-- Instructions to follow --
The entries follow. Copy every line in which "Sort" appears.

Stored data entries:
--

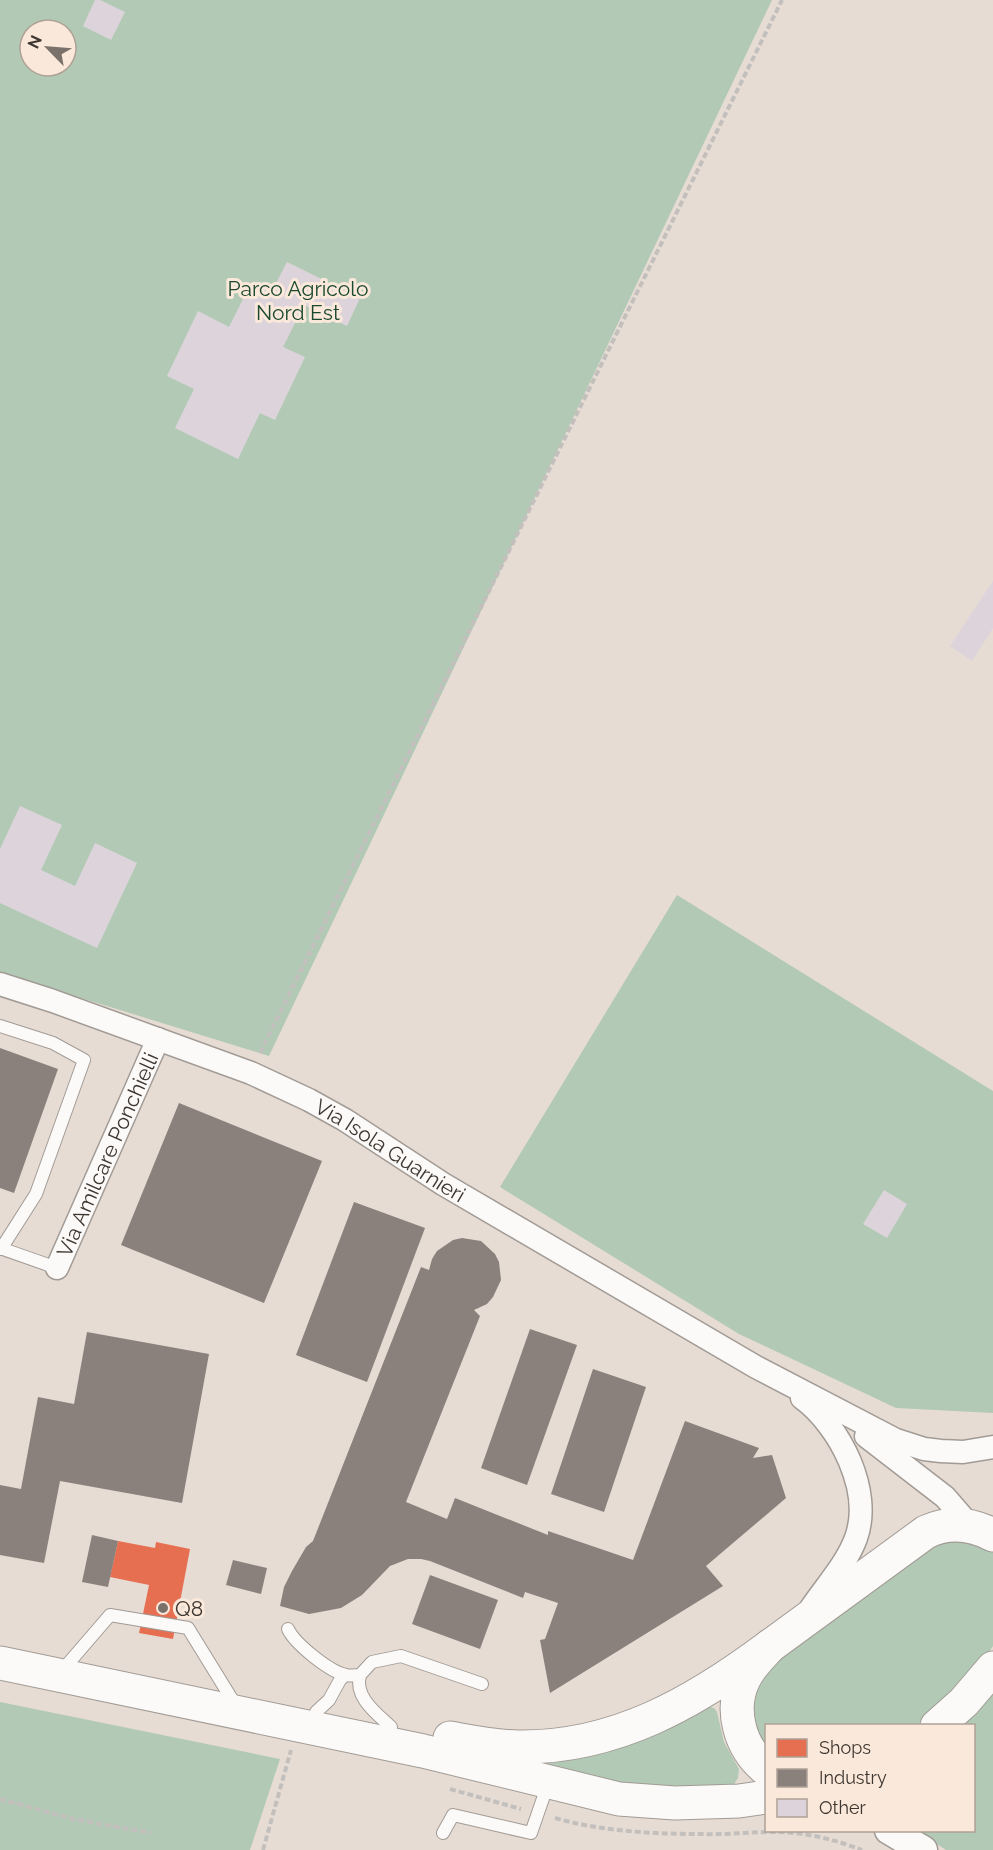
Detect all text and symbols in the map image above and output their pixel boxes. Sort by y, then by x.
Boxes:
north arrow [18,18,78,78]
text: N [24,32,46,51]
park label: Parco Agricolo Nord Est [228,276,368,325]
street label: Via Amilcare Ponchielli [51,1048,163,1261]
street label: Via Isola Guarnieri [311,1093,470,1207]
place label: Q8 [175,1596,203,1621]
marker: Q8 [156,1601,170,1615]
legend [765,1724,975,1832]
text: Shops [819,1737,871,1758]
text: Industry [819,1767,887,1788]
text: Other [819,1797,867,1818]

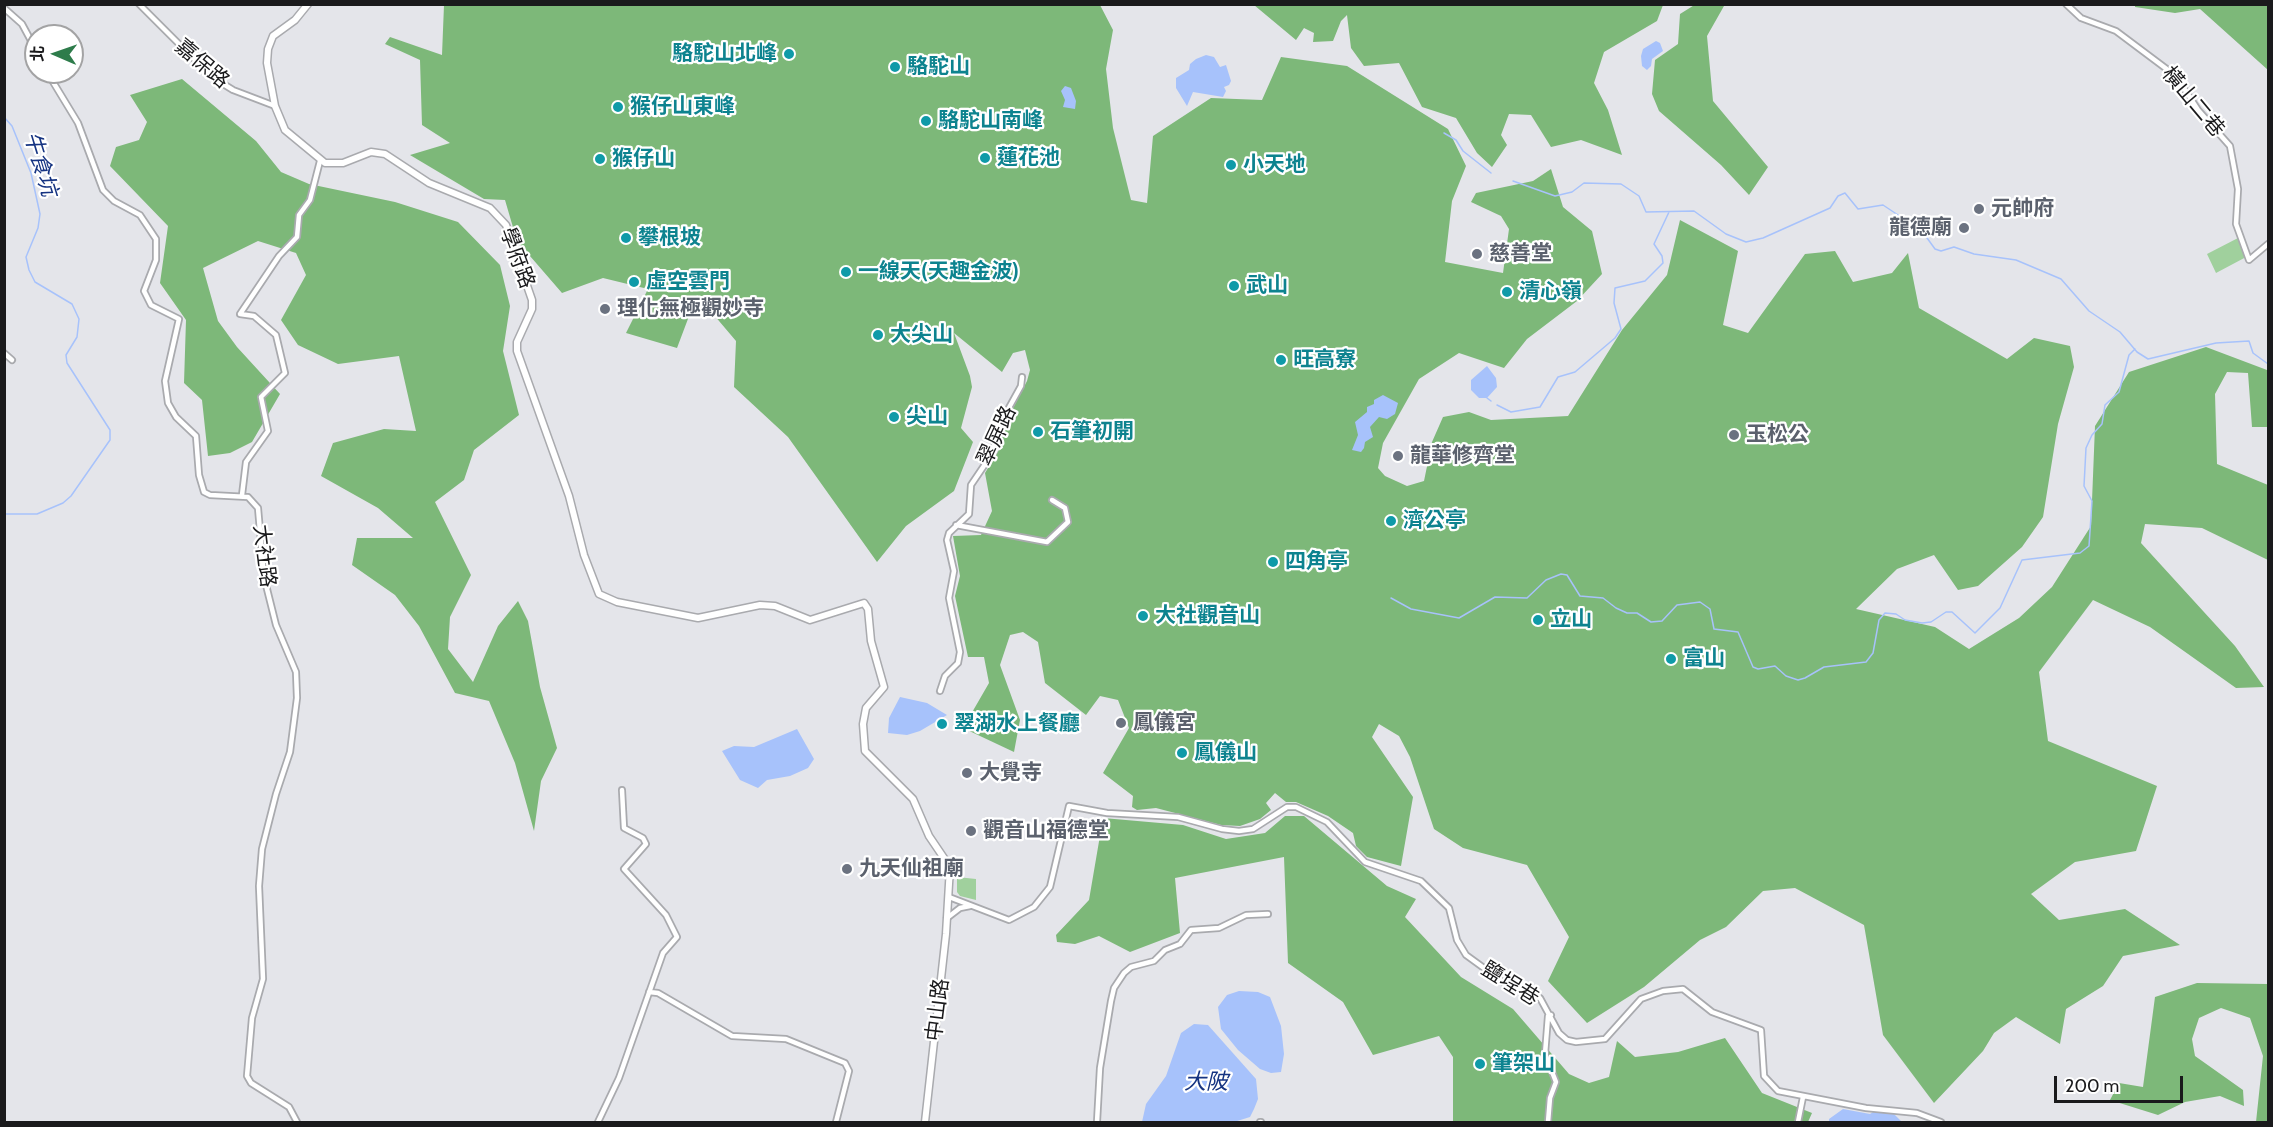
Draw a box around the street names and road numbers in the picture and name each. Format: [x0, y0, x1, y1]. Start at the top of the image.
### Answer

--

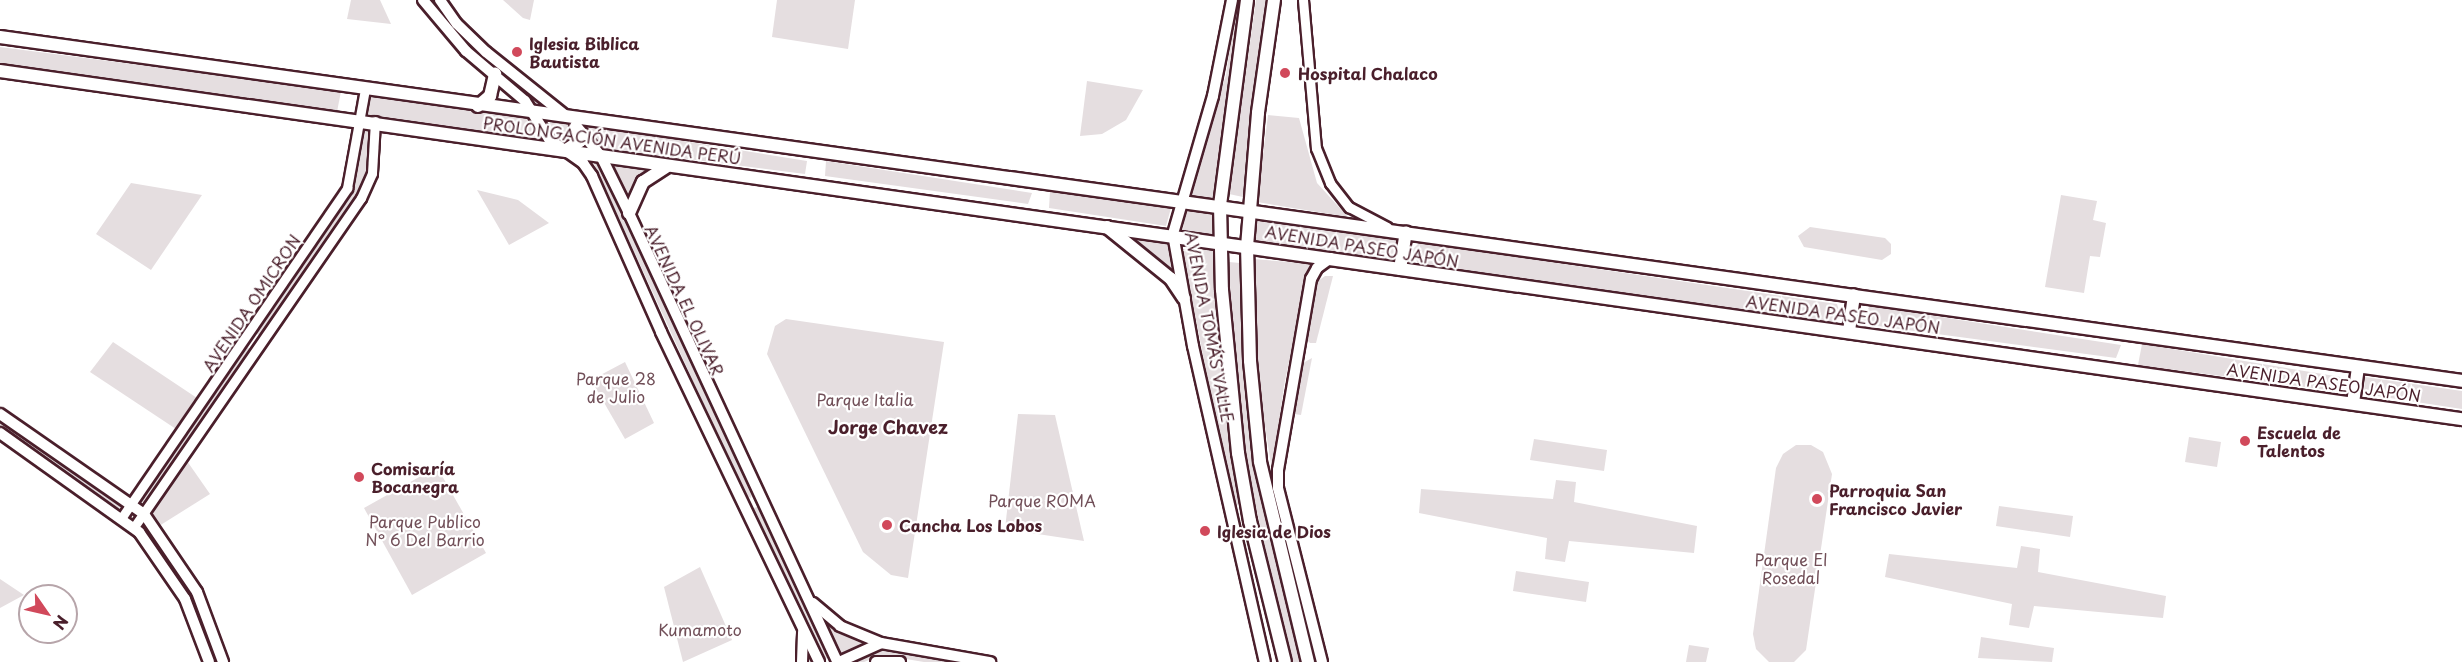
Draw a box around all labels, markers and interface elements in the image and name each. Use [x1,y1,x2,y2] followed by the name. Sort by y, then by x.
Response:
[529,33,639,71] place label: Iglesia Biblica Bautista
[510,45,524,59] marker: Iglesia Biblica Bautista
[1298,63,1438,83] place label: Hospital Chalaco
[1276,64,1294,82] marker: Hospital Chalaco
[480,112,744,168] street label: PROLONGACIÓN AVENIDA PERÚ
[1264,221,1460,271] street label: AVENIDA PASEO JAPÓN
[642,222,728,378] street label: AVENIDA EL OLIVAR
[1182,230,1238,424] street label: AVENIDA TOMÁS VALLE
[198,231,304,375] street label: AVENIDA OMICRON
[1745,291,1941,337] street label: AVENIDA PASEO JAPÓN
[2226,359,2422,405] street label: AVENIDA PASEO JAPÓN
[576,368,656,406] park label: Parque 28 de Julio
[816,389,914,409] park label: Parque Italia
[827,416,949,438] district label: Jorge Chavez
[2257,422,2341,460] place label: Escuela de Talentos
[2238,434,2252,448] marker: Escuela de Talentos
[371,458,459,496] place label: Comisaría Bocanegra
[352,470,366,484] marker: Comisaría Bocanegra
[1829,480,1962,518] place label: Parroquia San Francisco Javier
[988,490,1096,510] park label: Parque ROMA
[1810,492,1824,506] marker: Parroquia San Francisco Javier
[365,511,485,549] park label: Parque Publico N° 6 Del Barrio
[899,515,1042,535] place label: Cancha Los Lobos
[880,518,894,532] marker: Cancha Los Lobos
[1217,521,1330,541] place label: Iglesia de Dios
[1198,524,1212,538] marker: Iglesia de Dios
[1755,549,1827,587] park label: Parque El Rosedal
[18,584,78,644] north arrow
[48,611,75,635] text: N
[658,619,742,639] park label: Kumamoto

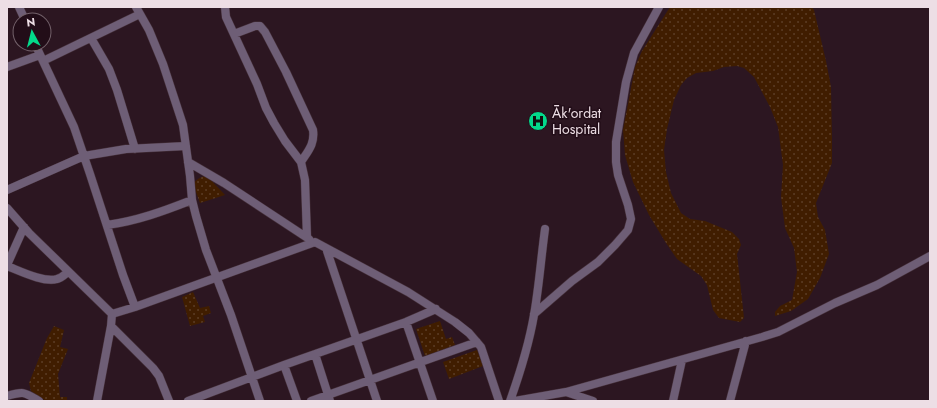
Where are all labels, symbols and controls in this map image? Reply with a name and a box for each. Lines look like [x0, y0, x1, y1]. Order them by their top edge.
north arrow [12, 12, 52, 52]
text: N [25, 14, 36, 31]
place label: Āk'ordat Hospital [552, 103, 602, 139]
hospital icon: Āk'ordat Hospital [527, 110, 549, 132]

--

-- Finished task --
Detect all text and symbols in the map image above and output their pixel boxes. Sort by y, then by x.
Draw a box around all labels, markers and interface elements in the image and name each. Use [x1,y1,x2,y2] followed by the name. Sort by y, then by x.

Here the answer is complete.